▶ **Data block**:

_ _ _ _ _

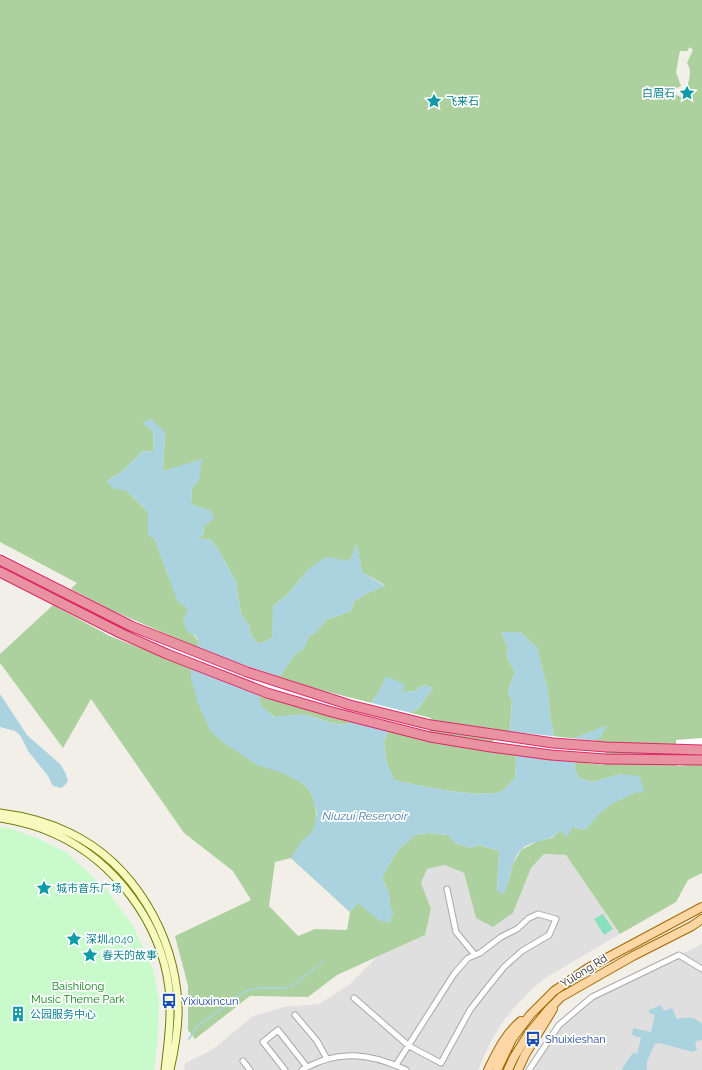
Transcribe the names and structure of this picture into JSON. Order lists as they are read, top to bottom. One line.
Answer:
{"streets":{"main road":["Yulong Rd"]},"water":["Niuzui Reservoir"],"parks":["Baishilong Music Theme Park"],"places":{"place":["白眉石","飞来石","城市音乐广场","深圳4040","春天的故事"],"bus stop":["Yixiuxincun","Shuixieshan"],"building":["公园服务中心"]}}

_ _ _ _ _

All of the material above is to be retyped verbatim, with its pictures omitted.

Transcribe the names and structure of this picture into JSON. Order lists as they are read, top to bottom. One line.
Answer:
{"streets":{"main road":["Yulong Rd"]},"water":["Niuzui Reservoir"],"parks":["Baishilong Music Theme Park"],"places":{"place":["白眉石","飞来石","城市音乐广场","深圳4040","春天的故事"],"bus stop":["Yixiuxincun","Shuixieshan"],"building":["公园服务中心"]}}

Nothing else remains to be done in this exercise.